While the PBoC doesn’t play directly in the world liquidity sea, it has dammed a major tributary and has inserted massive reverse flow pumps into the pool. As a result, the players along that tributary have not only stopped the flow of liquidity into the world sea, but in order to replenish their own liquidity which has run dry, they are pulling cash out of world markets that they had previously pumped in. These institutions are largely insolvent. The reverse flows going back into China aren’t likely to turn back toward the rest of the world again anytime soon unless the PBoC relents and prints money.
As it grew its balance sheet, the PBoC in the past provided funds to the world cash pool indirectly via its shadow financial institutions. This year it pulled the punch bowl. It shrunk its balance sheet early in the year, then has grown it by only 1.3% since April, hardly enough to prop up massive overhangs of bad loans in both the banks and shadow financial system. Its assets remain below the peak levels reached early in the year.
The Fed and BoJ are still furiously pumping cash into the world pool, and markets were responding accordingly until the last few weeks, or at least the equities markets were. However, the European banks have been pulling funds out of the pool to repay loans from the ECB. Some of them who did not want the funds originally but were forced to take them, had bought Treasuries. When the ECB opened the repayment window early this year the banks liquidated the Treasuries they had bought with the funds. Others sold other sovereign bonds they had bought. Still others who had reached for yield in emerging markets began selling those securities. The process began to snowball over the past few weeks.
The BoE has also stopped providing funds to the pool. After growing its assets by 50% from Q4 2011 to Q4 2012, it too has stopped supplying funds to the markets.
The Fed and BoJ are the last two major central banks still adding cash to the system.
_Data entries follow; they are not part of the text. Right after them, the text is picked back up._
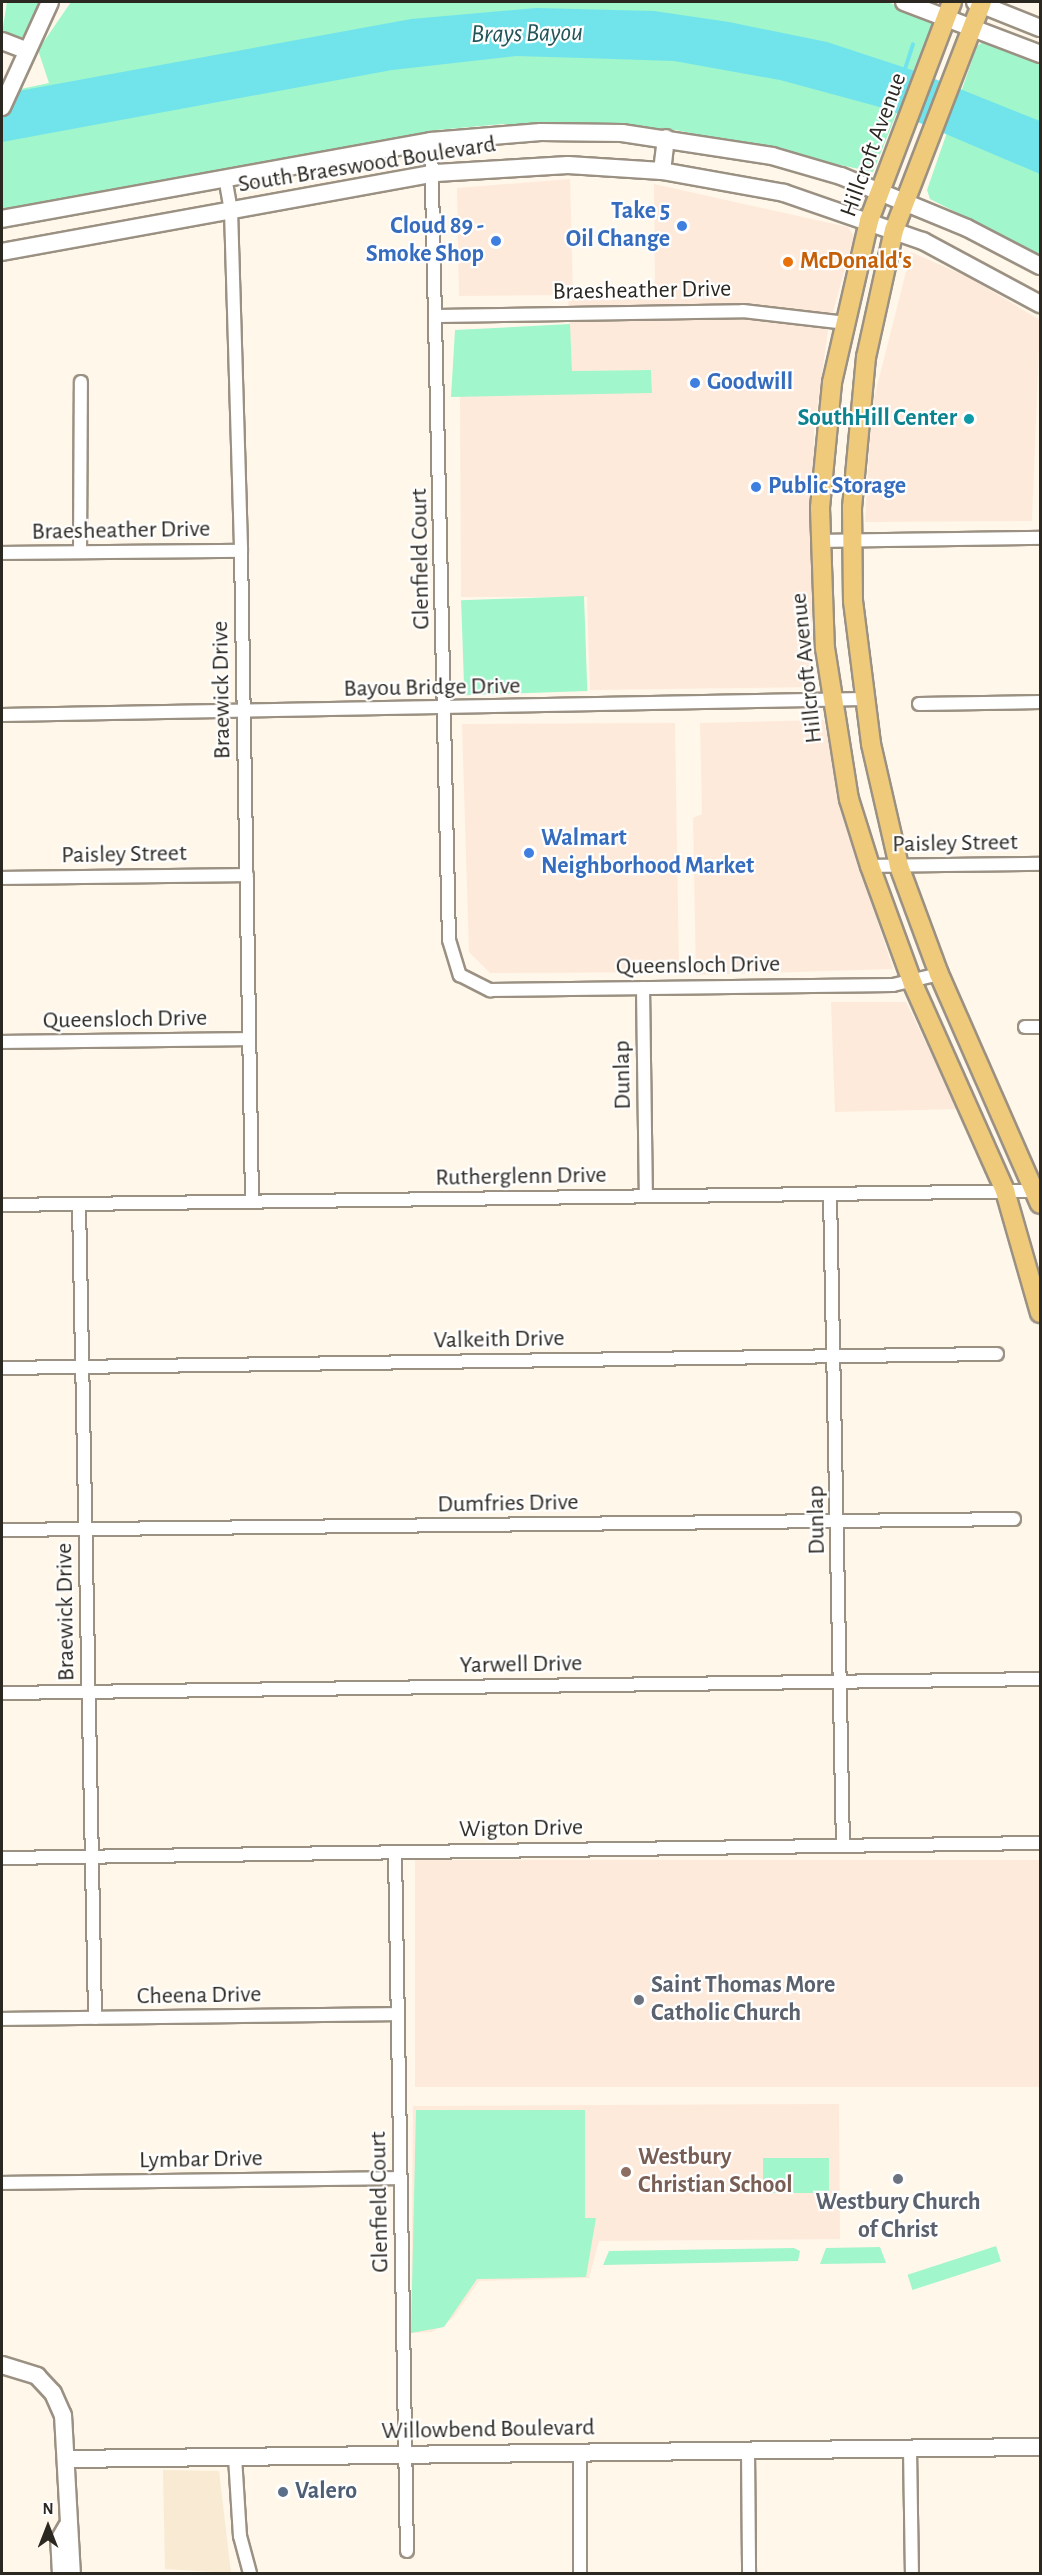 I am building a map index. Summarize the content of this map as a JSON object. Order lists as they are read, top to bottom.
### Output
{
  "streets": {
    "main road": ["Hillcroft Avenue", "South Braeswood Boulevard", "Willowbend Boulevard"],
    "street": [
      "Braesheather Drive",
      "Glenfield Court",
      "Bayou Bridge Drive",
      "Braewick Drive",
      "Paisley Street",
      "Queensloch Drive",
      "Dunlap",
      "Rutherglenn Drive",
      "Valkeith Drive",
      "Dumfries Drive",
      "Yarwell Drive",
      "Wigton Drive",
      "Cheena Drive",
      "Lymbar Drive"
    ]
  },
  "crossings": [
    ["Hillcroft Avenue", "South Braeswood Boulevard"],
    ["Hillcroft Avenue", "Braesheather Drive"],
    ["Hillcroft Avenue", "Bayou Bridge Drive"],
    ["Hillcroft Avenue", "Paisley Street"],
    ["Hillcroft Avenue", "Queensloch Drive"],
    ["Hillcroft Avenue", "Rutherglenn Drive"],
    ["South Braeswood Boulevard", "Glenfield Court"],
    ["South Braeswood Boulevard", "Braewick Drive"],
    ["Braesheather Drive", "Glenfield Court"],
    ["Braesheather Drive", "Braewick Drive"],
    ["Glenfield Court", "Bayou Bridge Drive"],
    ["Glenfield Court", "Queensloch Drive"],
    ["Glenfield Court", "Wigton Drive"],
    ["Glenfield Court", "Cheena Drive"],
    ["Glenfield Court", "Lymbar Drive"],
    ["Glenfield Court", "Willowbend Boulevard"],
    ["Bayou Bridge Drive", "Braewick Drive"],
    ["Braewick Drive", "Paisley Street"],
    ["Braewick Drive", "Queensloch Drive"],
    ["Braewick Drive", "Rutherglenn Drive"],
    ["Braewick Drive", "Valkeith Drive"],
    ["Braewick Drive", "Dumfries Drive"],
    ["Braewick Drive", "Yarwell Drive"],
    ["Braewick Drive", "Wigton Drive"],
    ["Braewick Drive", "Cheena Drive"],
    ["Queensloch Drive", "Dunlap"],
    ["Dunlap", "Rutherglenn Drive"],
    ["Dunlap", "Valkeith Drive"],
    ["Dunlap", "Dumfries Drive"],
    ["Dunlap", "Yarwell Drive"],
    ["Dunlap", "Wigton Drive"]
  ],
  "water": ["Brays Bayou"],
  "places": [
    "Take 5 Oil Change",
    "Cloud 89 - Smoke Shop",
    "McDonald's",
    "Goodwill",
    "SouthHill Center",
    "Public Storage",
    "Walmart Neighborhood Market",
    "Saint Thomas More Catholic Church",
    "Westbury Christian School",
    "Westbury Church of Christ",
    "Valero"
  ],
  "north": "top"
} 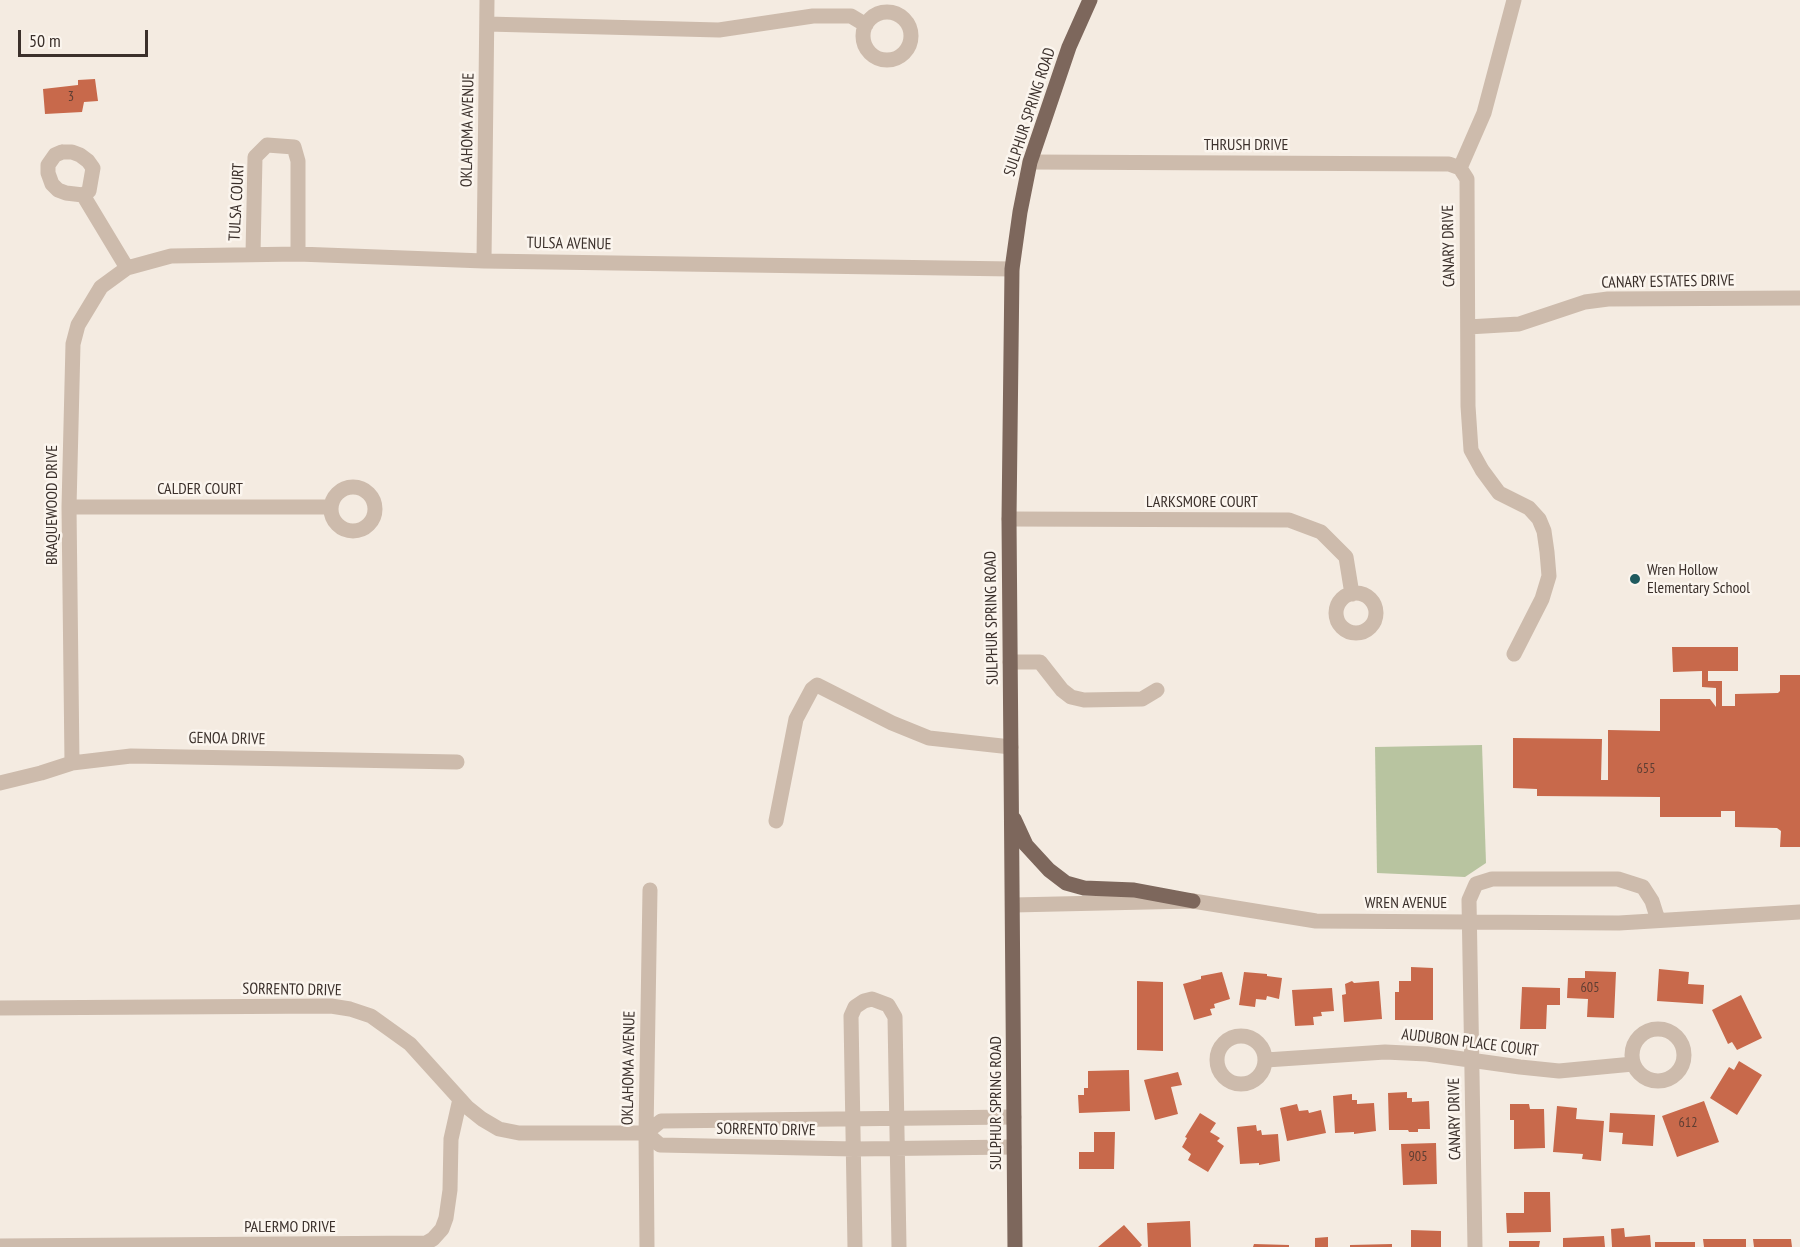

They are fighting the PBoC, BoE, and ECB. Unlike the other central banks, the ECB’s money printing involved mostly loans rather than direct asset purchases. The ECB is allowing banks to pay down loans, with the resulting liquidation pressures beginning to snowball. As those loans are repaid they create liquidation pressures in world markets. It started with US Treasuries and has spread to other sovereigns and emerging markets, and last week it hit US stocks.
Central banks working at cross purposes have generated liquidity crosscurrents that have buffeted the markets in recent months. Those crosscurrents are likely to turn more difficult to navigate as the Fed begins to wind down QE, assuming it does what Bernanke said that it would do. But until that happens, there should still be net liquidity growth overall as the Fed and BoJ continue to pump. It depends on just how bad things become in China and just how much selling and asset price decline the PBoC is willing to tolerate. China holds massive stores of assets around the world including US Treasuries, and it’s not clear how much pain it is willing and able to bear. It’s also not clear how much difference it will make if the PBoC does decide to print money.
As the world’s Last Ponzi Game Standing, the US is likely to see most of the benefit of whatever positive liquidity flows remain, particularly in equities where most of the recent funding has headed. The cross currents of liquidation will make the seas far more choppy and treacherous to navigate, fun for traders who strictly trade the charts both long and short, but longer term investors probably won’t be able to keep their ships afloat. Contributed by Lee Adler, of The Wall Street Examiner.